Task objective: Retype the range from the line holding "Dump the readable content of the picture" to the last line of the listing, inclusive, exactly as it appears and with nothing else.

Task input:
-------

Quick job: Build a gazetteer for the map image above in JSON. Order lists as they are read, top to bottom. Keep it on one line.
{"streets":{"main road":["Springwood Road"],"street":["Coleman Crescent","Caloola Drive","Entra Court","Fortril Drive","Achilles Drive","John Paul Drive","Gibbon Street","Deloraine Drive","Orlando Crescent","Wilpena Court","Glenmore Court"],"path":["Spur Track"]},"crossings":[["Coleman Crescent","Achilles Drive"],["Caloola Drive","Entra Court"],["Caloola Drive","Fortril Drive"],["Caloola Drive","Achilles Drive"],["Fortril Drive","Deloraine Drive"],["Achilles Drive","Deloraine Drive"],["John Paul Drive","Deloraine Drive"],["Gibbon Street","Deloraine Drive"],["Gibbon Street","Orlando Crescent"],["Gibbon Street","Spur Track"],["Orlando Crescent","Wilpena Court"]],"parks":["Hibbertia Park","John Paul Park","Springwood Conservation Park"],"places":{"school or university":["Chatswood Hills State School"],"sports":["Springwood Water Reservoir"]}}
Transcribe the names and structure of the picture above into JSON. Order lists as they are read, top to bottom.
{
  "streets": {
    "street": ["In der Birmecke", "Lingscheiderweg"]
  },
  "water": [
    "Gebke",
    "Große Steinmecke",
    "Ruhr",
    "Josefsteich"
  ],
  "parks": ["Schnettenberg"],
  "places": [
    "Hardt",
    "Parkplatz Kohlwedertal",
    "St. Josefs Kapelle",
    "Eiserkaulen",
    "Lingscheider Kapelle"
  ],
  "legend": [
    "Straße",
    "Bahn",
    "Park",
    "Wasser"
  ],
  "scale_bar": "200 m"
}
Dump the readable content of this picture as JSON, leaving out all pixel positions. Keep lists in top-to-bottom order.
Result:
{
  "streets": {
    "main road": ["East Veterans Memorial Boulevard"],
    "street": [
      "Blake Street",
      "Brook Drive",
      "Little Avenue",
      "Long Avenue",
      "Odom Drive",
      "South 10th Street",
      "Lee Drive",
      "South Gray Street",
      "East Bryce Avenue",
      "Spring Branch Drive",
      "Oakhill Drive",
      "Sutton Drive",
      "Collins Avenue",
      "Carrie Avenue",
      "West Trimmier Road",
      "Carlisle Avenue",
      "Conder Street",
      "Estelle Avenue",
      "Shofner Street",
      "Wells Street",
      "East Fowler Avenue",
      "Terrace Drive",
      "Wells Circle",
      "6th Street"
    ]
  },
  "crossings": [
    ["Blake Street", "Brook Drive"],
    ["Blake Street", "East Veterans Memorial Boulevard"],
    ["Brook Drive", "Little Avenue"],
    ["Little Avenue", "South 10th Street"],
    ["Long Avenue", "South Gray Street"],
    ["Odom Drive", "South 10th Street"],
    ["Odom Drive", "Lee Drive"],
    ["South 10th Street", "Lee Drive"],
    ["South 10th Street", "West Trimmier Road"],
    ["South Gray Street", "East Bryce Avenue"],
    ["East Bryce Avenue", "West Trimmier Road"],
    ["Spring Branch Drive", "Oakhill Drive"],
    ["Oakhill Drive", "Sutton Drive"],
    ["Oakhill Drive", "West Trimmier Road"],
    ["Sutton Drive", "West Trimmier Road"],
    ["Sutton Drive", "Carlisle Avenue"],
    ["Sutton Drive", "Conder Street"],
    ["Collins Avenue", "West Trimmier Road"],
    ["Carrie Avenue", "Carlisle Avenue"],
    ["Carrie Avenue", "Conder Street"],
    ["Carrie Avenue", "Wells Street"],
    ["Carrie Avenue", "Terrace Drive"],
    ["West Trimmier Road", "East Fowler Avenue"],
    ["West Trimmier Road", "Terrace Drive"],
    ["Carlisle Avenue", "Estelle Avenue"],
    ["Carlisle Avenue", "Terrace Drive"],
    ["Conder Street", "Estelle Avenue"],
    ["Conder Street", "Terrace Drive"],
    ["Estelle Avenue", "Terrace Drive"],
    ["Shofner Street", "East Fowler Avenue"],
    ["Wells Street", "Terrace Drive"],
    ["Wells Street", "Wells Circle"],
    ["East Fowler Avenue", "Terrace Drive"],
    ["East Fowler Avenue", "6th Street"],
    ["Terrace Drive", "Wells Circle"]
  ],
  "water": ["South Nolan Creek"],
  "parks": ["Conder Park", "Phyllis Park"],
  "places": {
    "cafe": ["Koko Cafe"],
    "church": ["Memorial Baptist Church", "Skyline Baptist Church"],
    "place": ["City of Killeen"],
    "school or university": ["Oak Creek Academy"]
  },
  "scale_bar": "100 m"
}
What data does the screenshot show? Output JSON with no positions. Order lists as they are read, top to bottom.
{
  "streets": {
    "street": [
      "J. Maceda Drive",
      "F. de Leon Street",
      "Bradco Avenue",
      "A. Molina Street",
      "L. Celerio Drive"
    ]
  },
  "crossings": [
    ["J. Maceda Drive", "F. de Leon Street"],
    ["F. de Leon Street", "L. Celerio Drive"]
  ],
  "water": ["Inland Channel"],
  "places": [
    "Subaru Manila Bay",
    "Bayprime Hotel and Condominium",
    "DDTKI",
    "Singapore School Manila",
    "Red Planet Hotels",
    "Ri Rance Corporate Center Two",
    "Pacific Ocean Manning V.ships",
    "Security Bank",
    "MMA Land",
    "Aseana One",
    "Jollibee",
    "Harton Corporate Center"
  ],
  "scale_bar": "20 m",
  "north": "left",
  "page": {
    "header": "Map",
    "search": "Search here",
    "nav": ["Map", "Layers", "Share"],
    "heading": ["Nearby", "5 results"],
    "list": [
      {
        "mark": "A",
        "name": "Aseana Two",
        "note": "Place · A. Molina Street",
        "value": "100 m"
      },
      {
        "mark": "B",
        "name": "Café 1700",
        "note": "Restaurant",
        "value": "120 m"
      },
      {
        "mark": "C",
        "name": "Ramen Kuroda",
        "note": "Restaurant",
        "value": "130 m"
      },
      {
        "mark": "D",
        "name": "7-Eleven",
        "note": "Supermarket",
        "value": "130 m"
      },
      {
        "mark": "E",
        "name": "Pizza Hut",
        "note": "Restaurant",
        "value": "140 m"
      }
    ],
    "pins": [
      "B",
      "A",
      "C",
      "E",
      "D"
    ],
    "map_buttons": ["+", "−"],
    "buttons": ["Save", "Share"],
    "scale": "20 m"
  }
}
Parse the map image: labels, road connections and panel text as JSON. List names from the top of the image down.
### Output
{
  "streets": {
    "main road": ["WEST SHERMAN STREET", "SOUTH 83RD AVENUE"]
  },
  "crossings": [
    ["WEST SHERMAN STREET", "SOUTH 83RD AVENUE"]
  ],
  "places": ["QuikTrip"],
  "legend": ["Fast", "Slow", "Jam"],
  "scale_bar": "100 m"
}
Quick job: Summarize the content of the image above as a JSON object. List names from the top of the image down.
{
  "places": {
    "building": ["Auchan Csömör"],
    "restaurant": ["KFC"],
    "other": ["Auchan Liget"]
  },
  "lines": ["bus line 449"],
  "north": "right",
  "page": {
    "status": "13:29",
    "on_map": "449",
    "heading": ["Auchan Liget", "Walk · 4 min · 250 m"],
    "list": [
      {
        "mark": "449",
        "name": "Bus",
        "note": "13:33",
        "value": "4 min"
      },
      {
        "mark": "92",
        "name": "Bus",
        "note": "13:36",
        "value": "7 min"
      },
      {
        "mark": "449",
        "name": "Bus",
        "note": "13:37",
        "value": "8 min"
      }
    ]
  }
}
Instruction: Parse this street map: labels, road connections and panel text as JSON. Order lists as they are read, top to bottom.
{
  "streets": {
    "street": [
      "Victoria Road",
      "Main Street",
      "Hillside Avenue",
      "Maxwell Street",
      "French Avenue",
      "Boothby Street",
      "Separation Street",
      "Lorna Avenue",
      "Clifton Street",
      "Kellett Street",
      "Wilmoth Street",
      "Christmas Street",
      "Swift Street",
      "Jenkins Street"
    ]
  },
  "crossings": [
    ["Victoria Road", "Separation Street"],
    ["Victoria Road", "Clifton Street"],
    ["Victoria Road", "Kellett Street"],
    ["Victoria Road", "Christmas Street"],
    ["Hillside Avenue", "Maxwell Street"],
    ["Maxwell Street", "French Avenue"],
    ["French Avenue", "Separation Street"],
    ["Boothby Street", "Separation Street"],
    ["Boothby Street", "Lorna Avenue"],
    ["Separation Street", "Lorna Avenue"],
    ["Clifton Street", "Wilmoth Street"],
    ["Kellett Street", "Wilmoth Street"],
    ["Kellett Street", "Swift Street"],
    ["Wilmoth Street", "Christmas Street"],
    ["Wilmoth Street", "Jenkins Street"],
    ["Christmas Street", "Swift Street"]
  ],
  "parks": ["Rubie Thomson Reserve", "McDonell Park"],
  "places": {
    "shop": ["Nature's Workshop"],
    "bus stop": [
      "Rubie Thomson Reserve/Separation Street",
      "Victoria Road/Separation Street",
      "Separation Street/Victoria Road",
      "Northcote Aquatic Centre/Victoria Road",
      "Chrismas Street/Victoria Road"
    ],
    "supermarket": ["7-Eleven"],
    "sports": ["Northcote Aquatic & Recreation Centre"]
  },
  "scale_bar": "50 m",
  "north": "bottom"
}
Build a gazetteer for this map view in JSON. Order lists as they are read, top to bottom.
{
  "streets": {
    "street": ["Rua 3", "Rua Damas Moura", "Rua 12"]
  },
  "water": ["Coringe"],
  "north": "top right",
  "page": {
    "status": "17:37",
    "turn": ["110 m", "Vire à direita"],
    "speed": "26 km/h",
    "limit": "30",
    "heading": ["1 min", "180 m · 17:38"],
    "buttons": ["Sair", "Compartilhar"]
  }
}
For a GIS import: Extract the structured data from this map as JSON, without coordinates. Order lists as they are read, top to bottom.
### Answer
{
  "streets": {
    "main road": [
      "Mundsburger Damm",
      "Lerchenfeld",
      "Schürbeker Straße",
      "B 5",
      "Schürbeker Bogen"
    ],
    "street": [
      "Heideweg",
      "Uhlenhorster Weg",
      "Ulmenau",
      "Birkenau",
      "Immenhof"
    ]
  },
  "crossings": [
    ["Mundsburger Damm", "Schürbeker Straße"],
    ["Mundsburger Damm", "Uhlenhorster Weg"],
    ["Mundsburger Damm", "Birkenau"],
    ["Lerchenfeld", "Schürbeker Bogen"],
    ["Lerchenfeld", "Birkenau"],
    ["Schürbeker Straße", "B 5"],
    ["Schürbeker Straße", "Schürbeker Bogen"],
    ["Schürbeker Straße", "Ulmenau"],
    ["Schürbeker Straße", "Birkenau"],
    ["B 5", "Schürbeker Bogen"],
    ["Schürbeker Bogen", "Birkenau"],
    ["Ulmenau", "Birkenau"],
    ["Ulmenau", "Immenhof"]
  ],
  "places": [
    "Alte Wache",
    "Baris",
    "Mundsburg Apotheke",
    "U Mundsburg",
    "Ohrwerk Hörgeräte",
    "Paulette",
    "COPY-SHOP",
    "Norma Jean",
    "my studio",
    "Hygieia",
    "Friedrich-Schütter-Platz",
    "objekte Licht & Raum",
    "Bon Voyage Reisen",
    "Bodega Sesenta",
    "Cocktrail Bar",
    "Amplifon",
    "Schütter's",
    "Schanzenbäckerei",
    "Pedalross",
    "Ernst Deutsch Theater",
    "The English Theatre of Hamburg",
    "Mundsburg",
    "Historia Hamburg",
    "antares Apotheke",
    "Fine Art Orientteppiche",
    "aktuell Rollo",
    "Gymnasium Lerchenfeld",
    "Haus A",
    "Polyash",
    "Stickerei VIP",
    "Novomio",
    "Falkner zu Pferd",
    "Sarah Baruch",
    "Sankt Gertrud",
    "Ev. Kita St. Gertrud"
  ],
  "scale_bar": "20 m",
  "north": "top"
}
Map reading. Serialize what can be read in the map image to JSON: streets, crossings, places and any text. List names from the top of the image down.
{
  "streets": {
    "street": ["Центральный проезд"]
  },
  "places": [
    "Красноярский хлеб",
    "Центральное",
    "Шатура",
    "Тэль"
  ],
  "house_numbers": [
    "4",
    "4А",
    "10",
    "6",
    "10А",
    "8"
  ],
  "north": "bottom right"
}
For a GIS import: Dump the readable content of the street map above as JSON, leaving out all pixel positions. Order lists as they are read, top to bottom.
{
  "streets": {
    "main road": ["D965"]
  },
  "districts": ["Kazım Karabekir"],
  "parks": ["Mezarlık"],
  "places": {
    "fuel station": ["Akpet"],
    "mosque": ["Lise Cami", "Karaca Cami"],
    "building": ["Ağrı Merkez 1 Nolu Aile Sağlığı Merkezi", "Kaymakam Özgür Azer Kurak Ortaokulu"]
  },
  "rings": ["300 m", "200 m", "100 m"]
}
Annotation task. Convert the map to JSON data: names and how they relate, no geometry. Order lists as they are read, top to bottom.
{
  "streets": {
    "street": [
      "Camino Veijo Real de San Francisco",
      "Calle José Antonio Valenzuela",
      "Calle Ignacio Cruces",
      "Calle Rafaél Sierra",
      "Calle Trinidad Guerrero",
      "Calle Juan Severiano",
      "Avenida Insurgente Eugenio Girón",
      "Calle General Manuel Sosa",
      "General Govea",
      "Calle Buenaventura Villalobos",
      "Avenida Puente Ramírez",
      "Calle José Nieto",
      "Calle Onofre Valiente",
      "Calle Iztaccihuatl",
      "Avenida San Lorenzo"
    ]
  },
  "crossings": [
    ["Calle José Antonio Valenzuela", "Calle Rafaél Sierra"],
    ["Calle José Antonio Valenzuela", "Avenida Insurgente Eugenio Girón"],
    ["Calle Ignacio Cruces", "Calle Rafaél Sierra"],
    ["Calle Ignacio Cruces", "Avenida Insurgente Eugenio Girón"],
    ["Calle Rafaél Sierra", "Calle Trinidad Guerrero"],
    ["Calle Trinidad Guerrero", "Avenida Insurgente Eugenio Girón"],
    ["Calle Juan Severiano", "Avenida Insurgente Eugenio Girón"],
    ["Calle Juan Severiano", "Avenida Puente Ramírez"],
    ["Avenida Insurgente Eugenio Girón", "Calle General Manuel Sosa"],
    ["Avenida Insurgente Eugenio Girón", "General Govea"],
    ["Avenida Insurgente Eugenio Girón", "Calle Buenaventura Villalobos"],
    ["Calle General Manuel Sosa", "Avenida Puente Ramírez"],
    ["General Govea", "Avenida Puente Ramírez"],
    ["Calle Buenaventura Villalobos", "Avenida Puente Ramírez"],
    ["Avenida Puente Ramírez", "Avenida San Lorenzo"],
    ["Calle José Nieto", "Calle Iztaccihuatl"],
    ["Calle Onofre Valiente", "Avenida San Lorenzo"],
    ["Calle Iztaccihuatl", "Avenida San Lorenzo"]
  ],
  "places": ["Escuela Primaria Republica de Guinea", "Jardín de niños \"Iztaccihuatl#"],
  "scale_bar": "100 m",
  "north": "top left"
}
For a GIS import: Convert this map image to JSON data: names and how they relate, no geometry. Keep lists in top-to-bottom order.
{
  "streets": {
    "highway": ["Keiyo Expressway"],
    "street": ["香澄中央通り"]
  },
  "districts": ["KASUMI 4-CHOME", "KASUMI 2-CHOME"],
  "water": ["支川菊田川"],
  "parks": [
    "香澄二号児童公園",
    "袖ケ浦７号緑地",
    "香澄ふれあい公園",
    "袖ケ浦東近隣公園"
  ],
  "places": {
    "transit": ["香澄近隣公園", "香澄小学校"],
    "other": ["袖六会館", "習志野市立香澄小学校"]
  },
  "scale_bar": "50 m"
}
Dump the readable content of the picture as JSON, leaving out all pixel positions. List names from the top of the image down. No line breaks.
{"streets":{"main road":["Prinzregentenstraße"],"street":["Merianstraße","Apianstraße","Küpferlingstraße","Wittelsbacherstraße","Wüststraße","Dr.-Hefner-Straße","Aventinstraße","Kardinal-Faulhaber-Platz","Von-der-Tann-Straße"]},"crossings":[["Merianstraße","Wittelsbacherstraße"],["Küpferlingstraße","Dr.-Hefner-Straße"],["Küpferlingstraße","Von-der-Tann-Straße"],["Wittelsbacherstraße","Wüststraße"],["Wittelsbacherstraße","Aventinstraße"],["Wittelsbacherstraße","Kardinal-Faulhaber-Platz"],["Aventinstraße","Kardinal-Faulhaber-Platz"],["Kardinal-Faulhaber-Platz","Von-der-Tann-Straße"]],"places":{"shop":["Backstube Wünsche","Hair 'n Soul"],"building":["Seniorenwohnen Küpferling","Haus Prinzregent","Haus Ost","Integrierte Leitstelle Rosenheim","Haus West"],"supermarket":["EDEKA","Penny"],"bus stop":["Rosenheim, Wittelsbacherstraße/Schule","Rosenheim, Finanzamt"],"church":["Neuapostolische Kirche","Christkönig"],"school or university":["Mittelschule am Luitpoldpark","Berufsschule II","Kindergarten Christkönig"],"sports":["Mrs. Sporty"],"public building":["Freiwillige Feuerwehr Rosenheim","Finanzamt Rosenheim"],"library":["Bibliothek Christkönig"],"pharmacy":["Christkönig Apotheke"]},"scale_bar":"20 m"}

-------

Final answer:
Dump the readable content of the picture as JSON, leaving out all pixel positions. List names from the top of the image down. No line breaks.
{"streets":{"main road":["Prinzregentenstraße"],"street":["Merianstraße","Apianstraße","Küpferlingstraße","Wittelsbacherstraße","Wüststraße","Dr.-Hefner-Straße","Aventinstraße","Kardinal-Faulhaber-Platz","Von-der-Tann-Straße"]},"crossings":[["Merianstraße","Wittelsbacherstraße"],["Küpferlingstraße","Dr.-Hefner-Straße"],["Küpferlingstraße","Von-der-Tann-Straße"],["Wittelsbacherstraße","Wüststraße"],["Wittelsbacherstraße","Aventinstraße"],["Wittelsbacherstraße","Kardinal-Faulhaber-Platz"],["Aventinstraße","Kardinal-Faulhaber-Platz"],["Kardinal-Faulhaber-Platz","Von-der-Tann-Straße"]],"places":{"shop":["Backstube Wünsche","Hair 'n Soul"],"building":["Seniorenwohnen Küpferling","Haus Prinzregent","Haus Ost","Integrierte Leitstelle Rosenheim","Haus West"],"supermarket":["EDEKA","Penny"],"bus stop":["Rosenheim, Wittelsbacherstraße/Schule","Rosenheim, Finanzamt"],"church":["Neuapostolische Kirche","Christkönig"],"school or university":["Mittelschule am Luitpoldpark","Berufsschule II","Kindergarten Christkönig"],"sports":["Mrs. Sporty"],"public building":["Freiwillige Feuerwehr Rosenheim","Finanzamt Rosenheim"],"library":["Bibliothek Christkönig"],"pharmacy":["Christkönig Apotheke"]},"scale_bar":"20 m"}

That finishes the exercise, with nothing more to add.